具体的には、濾過後、未精製緑茶ポリフェノール(1.8g、80%のカテキンを含有する市販の試料)をセファデックスLH-20カラムに直接入れ、まず95%のエタノールで溶出させて非カテキンフラボノイド類を除去し、次いで、アセトンでそのカラムを溶出して茶カテキン(1.34g)の混合物を得た。この茶カテキン類を4mgの西洋ワサビペルオキシダーゼを含有するpH5の緩衝液(50mL)中に溶解させた。撹拌しながら、3.0mLの3.13%H2O2を1時間に5回添加した。カテキンと未精製ペルオキシダーゼを含有する酵素反応溶液は、酸化反応中に赤みがかった溶液へと変化した。この反応混合物を酢酸エチル(50mL×3)で抽出した。濃縮後、残査(0.97g)をセファデックスLH20カラムに供し、アセトン-水溶媒系(35%〜50%)で溶出した。350mgのテアフラビン混合物を得た。
【0050】
II. 茶カテキン類の調製
濾過後、未精製緑茶ポリフェノール(10g)をセファデックスLH-20カラムに直接入れ、95%エタノールで溶出させて3種類のカテキン、すなわち、エピカテキンガレート(ECG)、エピガロカテキン(EGC)およびエピガロカテキンガレート(EGCG)を得た。各カテキンは、メタノール-水溶媒系で溶出させるRP C-18カラムを通してさらに精製した。
【0051】
III. 純粋ベンゾトロポロン含有化合物の合成
種々のベンゾトロポロン含有化合物は、西洋ワサビペルオキシダーゼ(H2O2の存在下)またはポリフェノールオキシダーゼを用いることによって、ピロガロール単位含有分子(例えば、エピガロカテキン)とカテコール単位含有分子(例えば、エピカテキン)の酵素的酸化カップリングによって合成した。
【0052】
以下の分析手順を用いた。薄層クロマトグラフィーは、Sigma-AldrichシリカゲルTLCプレート(厚さ250μm、粒子径2〜25μm)上で行い、スポットはUV照射により検出し、エタノール溶液に溶解した5%(v/v)H2SO4を用いてスプレーした。1H NMRスペクトルは、Varian 600の機器(Varian Inc., Palo Alto, CA)によって得た。化合物は、内部標準としてTMSを用いてCH3OH-d4中で分析した。

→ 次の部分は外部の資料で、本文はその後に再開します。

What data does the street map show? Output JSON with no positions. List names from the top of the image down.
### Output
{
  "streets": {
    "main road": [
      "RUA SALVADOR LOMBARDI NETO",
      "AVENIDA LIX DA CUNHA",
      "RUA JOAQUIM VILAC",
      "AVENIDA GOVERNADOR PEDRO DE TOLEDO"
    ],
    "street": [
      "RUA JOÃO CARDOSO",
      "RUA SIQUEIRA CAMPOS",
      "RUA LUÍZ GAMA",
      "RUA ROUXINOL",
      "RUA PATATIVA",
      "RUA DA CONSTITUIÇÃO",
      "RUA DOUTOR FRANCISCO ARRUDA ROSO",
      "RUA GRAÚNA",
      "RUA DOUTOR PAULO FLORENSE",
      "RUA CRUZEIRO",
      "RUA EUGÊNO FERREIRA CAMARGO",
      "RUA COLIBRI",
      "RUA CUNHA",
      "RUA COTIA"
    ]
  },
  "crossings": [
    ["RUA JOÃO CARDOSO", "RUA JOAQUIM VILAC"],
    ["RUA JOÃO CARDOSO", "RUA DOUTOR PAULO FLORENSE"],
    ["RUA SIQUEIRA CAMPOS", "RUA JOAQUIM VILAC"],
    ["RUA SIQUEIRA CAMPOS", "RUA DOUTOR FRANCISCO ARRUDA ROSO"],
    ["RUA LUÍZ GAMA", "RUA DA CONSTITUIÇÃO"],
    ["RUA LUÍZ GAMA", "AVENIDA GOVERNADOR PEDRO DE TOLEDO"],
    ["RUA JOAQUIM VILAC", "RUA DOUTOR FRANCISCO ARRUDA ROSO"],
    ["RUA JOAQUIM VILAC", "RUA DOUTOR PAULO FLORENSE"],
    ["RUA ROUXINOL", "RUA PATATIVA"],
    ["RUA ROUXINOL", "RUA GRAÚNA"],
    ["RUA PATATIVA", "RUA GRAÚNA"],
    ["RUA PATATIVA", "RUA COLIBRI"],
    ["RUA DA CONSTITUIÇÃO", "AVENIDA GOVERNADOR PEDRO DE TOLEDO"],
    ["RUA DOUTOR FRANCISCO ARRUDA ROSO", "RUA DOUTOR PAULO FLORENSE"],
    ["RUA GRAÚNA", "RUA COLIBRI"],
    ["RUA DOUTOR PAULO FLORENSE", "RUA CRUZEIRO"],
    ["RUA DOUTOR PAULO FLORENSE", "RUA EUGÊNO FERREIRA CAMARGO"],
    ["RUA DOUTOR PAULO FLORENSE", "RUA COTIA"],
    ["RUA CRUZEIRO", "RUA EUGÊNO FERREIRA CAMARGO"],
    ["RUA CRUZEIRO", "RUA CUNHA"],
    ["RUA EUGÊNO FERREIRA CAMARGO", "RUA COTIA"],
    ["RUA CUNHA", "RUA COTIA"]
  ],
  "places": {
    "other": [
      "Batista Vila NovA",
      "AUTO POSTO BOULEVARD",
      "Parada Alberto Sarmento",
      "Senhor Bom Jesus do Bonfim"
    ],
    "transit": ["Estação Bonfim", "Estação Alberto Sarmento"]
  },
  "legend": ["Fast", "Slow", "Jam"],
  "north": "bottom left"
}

APCI-質量スペクトルは、データ分析用のDigital DECPC XL 560コンピューターを備えたMicromass Platform IIシステム(Micromass Co., Beverly, MA)で記録した。
【0053】
A. ペルオキシダーゼ触媒によるベンゾトロポロン含有化合物の合成
以下の17種類のベンゾトロポロン含有化合物は、H2O2の存在下、西洋ワサビペルオキシダーゼによって触媒されるピロガロール単位含有分子とカテコール単位含有分子との反応によって合成した。
【0054】
1. テアフラビン
EC(1g)およびEGC(1g)を、4mgの西洋ワサビペルオキシダーゼを含有したアセトン-pH5.0クエン酸リン酸塩緩衝液(1:10、v/v、50mL)の混合物中に溶解させた。撹拌しながら、2.0mlの3.13%H2O2を45分間に4回添加した。この反応混合物を酢酸エチル(50ml×3)によって抽出した。濃縮後、残査をセファデックスLH20カラムに供し、アセトン-水溶媒系(40%)で溶出した。250mgのテアフラビンを得た。
1H NMR (CD3OD, 600 MHz): δH 7.97 1H s, 7.85 1H s, 7.34 1H s, 6.02 1H d, J=2.4 Hz, 5.99 1H d, J=2.4 Hz, 5.97 1H d, J=2.4 Hz, 5.96 1H d, J=2.4 Hz, 5.64 1H brs, 4.91 1H brs, 4.45 1H d, J=2.4 Hz, 4.32 1H brs, 2.98 1H dd, J=4.8, 16.8 Hz, 2.94 1H dd, J=4.8, 16.8, 2.84 1H brd, J=16.8 Hz, 2.82 1H brd, J=16.8 Hz; 13C NMR (CD3OD, 150 MHz): δC 185.1, 158.1, 158.0, 157.6, 157.5, 157.3, 156.6, 155.1, 150.9, 146.1, 134.4, 131.2, 129.0, 126.6, 123.7, 121.9, 118.3, 100.3, 99.8, 96.8, 96.1, 96.0, 81.2, 77.1, 66.7, 65.6, 30.0, 29.4 ppm。
【0055】
2. テアフラビン3-ガレート
EC(1)およびEGCG(1g)を4mgの西洋ワサビペルオキシダーゼを含有したアセトン-pH5.0クエン酸リン酸塩緩衝液(1:10、v/v、50mL)の混合物中に溶解させた。撹拌しながら、2.0mlの3.13%H2O2を45分間に4回添加した。この反応混合物を酢酸エチル(50ml×3)によって抽出した。濃縮後、残査をセファデックスLH20カラムに供し、アセトン-水溶媒系(45%)で溶出した。220mgのテアフラビン3-ガレートを得た。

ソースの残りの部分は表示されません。